The Conservancy Helps Preserve a Piece of New York City’s Dutch History


-(from left to right) Glen Umberger, Manager of Special Projects, the New York Landmarks Conservancy; Andrew Terhune, President, the Holland Society of New York; Dolph Hogewoning, Consul General, Kingdom of the Netherlands; Jimmy van Bramer, Majority Leader, New York City Council.

Update: September 2017

The Conservancy’s sleuthing of the origins of a forgotten piece of New York’s Dutch history was realized recently at the dedication and unveiling of the Adrian Block Commemorative Tablet held on September 18th. The bronze tablet commemorates Dutch explorer, Adrian Block’s ships, the “Tyger” which burned in New York harbor in the autumn of 1613 and the “Restless” which he built in the spring of 1614 to replace the one that was lost. Originally installed in September 1890 at the former Aldrich Court building located at 41-45 Broadway (Youngs & Cable, 1886, demolished 1982), the tablet marks the spot where Block spent the winter with his crew living in wooden huts: it was the first habitation of Europeans on the island of Manhattan. The tablet was part of a set of commemorative tablets originally commissioned by the Holland Society that, according to the New York Times “mark[ed] out the old landmarks and sites of buildings long swept away connected with the early history of New-York City.” Today, only three tablets from the set are known to exist.

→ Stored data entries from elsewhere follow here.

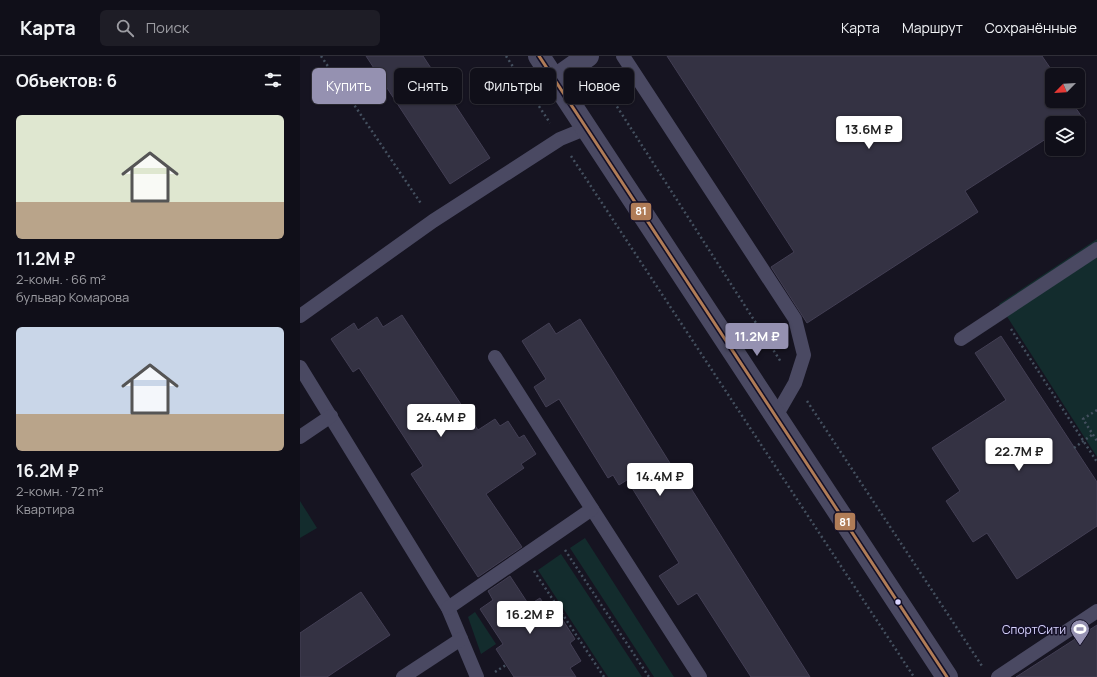 <!DOCTYPE html>
<html lang="ru">
<meta charset="utf-8">
<style>
:root{--surface:#100f19;--page:#1e1d26;--text:#f1f3f6;--muted:#9c9ca2;--line:#302f38;--accent:#9591b1}
body{margin:0;font-family:Manrope,sans-serif;background:var(--page);color:var(--text);height:100vh;display:flex;flex-direction:column;font-size:15px;white-space:nowrap}
*{box-sizing:border-box;margin:0}
p{font-size:13px;color:var(--muted)}
.icon{flex:none;width:22px;height:22px;fill:none;stroke:currentColor;stroke-width:2;stroke-linecap:round;stroke-linejoin:round}
.map{position:relative;flex:1;overflow:hidden}
.sheet{display:flex;flex-direction:column;background:var(--surface);width:300px}
.sheet>*{flex:none}
.banner{position:absolute;left:12px;top:12px;width:380px;height:36px;display:flex;gap:8px}
.needle{width:26px;rotate:246deg}
.controls{position:absolute;left:745px;top:12px;display:grid;gap:8px}
.controls a{display:grid;place-items:center;width:40px;height:40px;border-radius:6px;background:var(--surface);box-shadow:0 1px 3px #0004,0 0 0 1px var(--line);font-size:20px}
.price{position:absolute;translate:-50% -34px;padding:0 9px;border-radius:4px;background:#fff;color:#222;font-size:13px;line-height:26px;filter:drop-shadow(0 1px 2px #0008)}
.price::after{content:'';position:absolute;left:50%;top:24px;width:12px;height:9px;margin-left:-6px;background:inherit;clip-path:polygon(0 0,100% 0,50% 100%)}
.price.on{background:var(--accent);color:#fff}
ul{padding:0;list-style:none}
li{display:grid;align-content:center;gap:8px;height:212px;padding:0 16px}
li span{display:grid;place-items:center;height:124px;border-radius:6px;color:#555}
li>.icon{margin-inline-start:auto}
span .icon{width:72px;height:72px;fill:#fffc;stroke-width:1}
li b{font-size:17px}
h2{display:flex;justify-content:space-between;align-items:center;height:48px;padding:0 16px;font-size:17px}
.tag{padding:0 14px;border-radius:6px;background:var(--surface);box-shadow:0 1px 3px #0004,0 0 0 1px var(--line);font-size:14px;line-height:36px}
.tag.on{background:var(--accent);color:#fff}
header{display:flex;align-items:center;gap:24px;box-sizing:border-box;height:56px;padding:0 20px;background:var(--surface);border-bottom:1px solid var(--line)}
header strong{font-size:19px}
nav{display:flex;gap:22px;margin-inline-start:auto;font-size:14px}
.search{width:280px;height:36px;background:var(--page);display:flex;align-items:center;gap:10px;box-sizing:border-box;padding:0 14px;border-radius:6px;color:var(--muted);font-size:15px}
main{display:flex;flex:1;min-height:0}
.map>svg:first-child{display:block}
</style>
<header>
<strong>Карта</strong>
<div class="search"><svg class="icon" aria-label="search" viewBox="0 0 24 24"><circle cx="10" cy="10" r="6"/><path d="M15 15l6 6"/></svg>Поиск</div>
<nav><a>Карта</a><a>Маршрут</a><a>Сохранённые</a></nav>
</header>
<main>
<section class="sheet">
<h2>Объектов: 6<svg class="icon" aria-label="filters" viewBox="0 0 24 24"><path d="M4 7h16M4 17h16"/><circle cx="9" cy="7" r="2"/><circle cx="15" cy="17" r="2"/></svg></h2>
<ul>
<li><span style="background:linear-gradient(#dfe7d0 70%,#b9a48a 0)"><svg class="icon" aria-label="home" viewBox="0 0 24 24"><path d="M3 11l9-7 9 7M6 9v11h12V9"/></svg></span><div><b>11.2M ₽</b><p>2-комн. · 66 m²</p><p>бульвар Комарова</p></div></li>
<li><span style="background:linear-gradient(#c9d6e8 70%,#b9a48a 0)"><svg class="icon" aria-label="home" viewBox="0 0 24 24"><path d="M3 11l9-7 9 7M6 9v11h12V9"/></svg></span><div><b>16.2M ₽</b><p>2-комн. · 72 m²</p><p>Квартира</p></div></li>
</ul>
</section>
<div class="map">
<svg width="797" height="621" viewBox="0 0 797 621">
<rect width="100%" height="100%" fill="#161421"/>
<!-- green -->
<g fill="#132c2d">
<path d="M 797,183 L 797,401 L 699,248 Z"/>
<path d="M 0,445 L 17,472 L 0,482 Z"/>
<path d="M 285,482 L 374,621 L 354,621 L 270,492 Z"/>
<path d="M 261,498 L 342,621 L 308,621 L 238,514 Z"/>
<path d="M 175,556 L 196,588 L 181,598 L 168,561 Z"/>
</g>
<!-- building -->
<g fill="#343243" stroke="#433f54">
<path d="M 66,0 L 123,0 L 190,102 L 150,128 Z"/>
<path d="M 367,0 L 742,0 L 755,19 L 752,19 L 752,45 L 771,45 L 786,67 L 752,67 L 752,79 L 665,135 L 678,156 L 507,267 L 471,211 L 494,196 Z"/>
<path d="M 102,259 L 178,374 L 195,363 L 200,370 L 208,365 L 219,382 L 224,379 L 236,398 L 221,408 L 224,412 L 186,438 L 222,491 L 178,521 L 111,418 L 123,410 L 59,312 L 53,316 L 31,283 L 54,267 L 58,274 L 77,261 L 83,271 Z"/>
<path d="M 280,263 L 383,428 L 387,426 L 510,621 L 451,621 L 397,537 L 378,549 L 359,520 L 379,507 L 327,424 L 319,429 L 313,419 L 308,422 L 259,343 L 246,351 L 234,331 L 246,323 L 222,285 L 249,267 L 256,278 Z"/>
<path d="M 701,280 L 797,426 L 797,470 L 717,523 L 687,477 L 673,486 L 646,445 L 660,435 L 632,392 L 706,344 L 675,297 Z"/>
<path d="M 210,520 L 229,549 L 240,542 L 251,559 L 257,555 L 275,583 L 270,587 L 281,605 L 270,612 L 276,621 L 214,621 L 196,593 L 203,588 L 180,553 L 193,544 L 188,535 Z"/>
<path d="M 61,536 L 90,579 L 27,621 L 0,621 L 0,577 Z"/>
<path d="M 797,569 L 797,621 L 716,621 Z"/>
</g>
<g fill="none" stroke-linecap="round" stroke-linejoin="round">
<!-- path -->
<g stroke="#44505f" stroke-width="2.5" stroke-dasharray="2 3" stroke-linecap="butt">
<path d="M 21,0 L 122,149"/>
<path d="M 206,0 L 250,67"/>
<path d="M 298,21 L 481,306"/>
<path d="M 271,100 L 614,621"/>
<path d="M 711,273 L 797,406"/>
<path d="M 450,280 L 459,274"/>
<path d="M 507,345 L 682,610"/>
<path d="M 797,354 L 783,363 L 797,385"/>
<path d="M 774,392 L 793,378"/>
<path d="M 265,494 L 349,621"/>
<path d="M 234,515 L 304,621"/>
<path d="M 195,616 L 206,609"/>
</g>
<!-- service -->
<g stroke="#4a4962" stroke-width="14">
<path d="M 323,0 L 495,263 L 504,299 L 495,327 L 476,360"/>
<path d="M 0,260 L 133,165 L 260,83 L 287,72"/>
<path d="M 661,283 L 797,193"/>
<path d="M 0,311 L 148,552 L 177,621"/>
<path d="M 0,381 L 31,360"/>
<path d="M 292,453 L 400,621"/>
<path d="M 148,552 L 292,453 L 195,301"/>
<path d="M 103,621 L 161,583"/>
<path d="M 698,621 L 797,555"/>
</g>
<!-- minor -->
<path stroke="#4a4962" stroke-width="22" d="M 254,24 L 288,0"/>
<!-- tertiary -->
<path stroke="#4a4962" stroke-width="22" d="M 239,0 L 647,621"/>
<!-- bus-1 casing -->
<g stroke="#130f26" stroke-width="6">
<path id="bus-1" d="M 239,0 L 647,621"/>
</g>
<!-- bus-1 -->
<use href="#bus-1" stroke="#b07c57" stroke-width="3"/>
</g>
<!-- icons -->
<defs>
<g id="stadium-pin" transform="scale(1)"><path d="M0 17L-7.5 6A9.5 9.5 0 1 1 7.5 6Z" fill="#9591b1" stroke="#130f26"/><path d="M0-5a6.5 5 0 1 0 0 10a6.5 5 0 1 0 0-10ZM-3.5-1.8h7v3.6h-7Z" fill="#fff"/></g>
</defs>
<g fill-rule="evenodd">
<use href="#stadium-pin" x="780" y="573"/>
</g>
<!-- markers -->
<circle fill="#d9d4ff" stroke="#130f26" stroke-width="1.5" cx="598" cy="546" r="3.5"/>
<g text-anchor="middle" dominant-baseline="central" stroke-width="3" stroke-linejoin="round" paint-order="stroke">
<!-- poi labels -->
<g font-size="12" fill="#d9d4ff" stroke="#130f26" text-anchor="end">
<text x="766" y="573">СпортСити</text>
</g>
</g>
<g stroke="#130f26" stroke-width="1.5">
<rect x="330" y="146" width="22" height="19" rx="4" fill="#b07c57"/>
<rect x="534" y="456" width="22" height="19" rx="4" fill="#b07c57"/>
</g>
<g font-size="11" text-anchor="middle" font-weight="bold" fill="#fff">
<text x="341" y="159">81</text>
<text x="545" y="470">81</text>
</g>
</svg>
<div class="controls">
<a><svg class="needle" viewBox="-14 -14 28 28"><path d="M0-13l5 13h-10z" fill="#e53935"/><path d="M0 13l5-13h-10z" fill="#9c9ca2"/></svg></a>
<a><svg class="icon" aria-label="layers" viewBox="0 0 24 24"><path d="M12 4l9 5-9 5-9-5zM3 14l9 5 9-5"/></svg></a>
</div>
<b class="price" style="left:569px;top:94px">13.6M ₽</b>
<b class="price on" style="left:457px;top:301px">11.2M ₽</b>
<b class="price" style="left:141px;top:382px">24.4M ₽</b>
<b class="price" style="left:719px;top:416px">22.7M ₽</b>
<b class="price" style="left:360px;top:441px">14.4M ₽</b>
<b class="price" style="left:230px;top:579px">16.2M ₽</b>
<div class="banner">
<a class="tag on">Купить</a>
<a class="tag">Снять</a>
<a class="tag">Фильтры</a>
<a class="tag">Новое</a>
</div>
</div>
</main>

Click here to see photos of the tablet installation and its history

The recently restored tablet was the subject of a nine month long research project headed by the Conservancy’s Manager of Special Projects, Glen Umberger who was asked by the Holland Society to determine what the tablet was, where it came from and what should be done with it. As a result of the Conservancy’s efforts, the bronze tablet was reinstalled at the 45 Broadway Atrium building (which replaced Aldrich Court in 1983) in almost the exact location where it had been for 92 years. It was unveiled following a brief ceremony where Umberger was a featured speaker on the history of the tablet with additional remarks given by Andrew Terhune, president of the Holland Society of New York, Dolph Hogewoning, Consul General of the Kingdom of the Netherlands, and Hon. Jimmy van Bramer, Majority Leader of the New York City Council.

The other two surviving Holland Society tablets from the set produced in 1890 may be found at the Alexander Hamilton U.S. Custom House on Bowling Green and at St. Marks-in-the-Bowery in the East Village.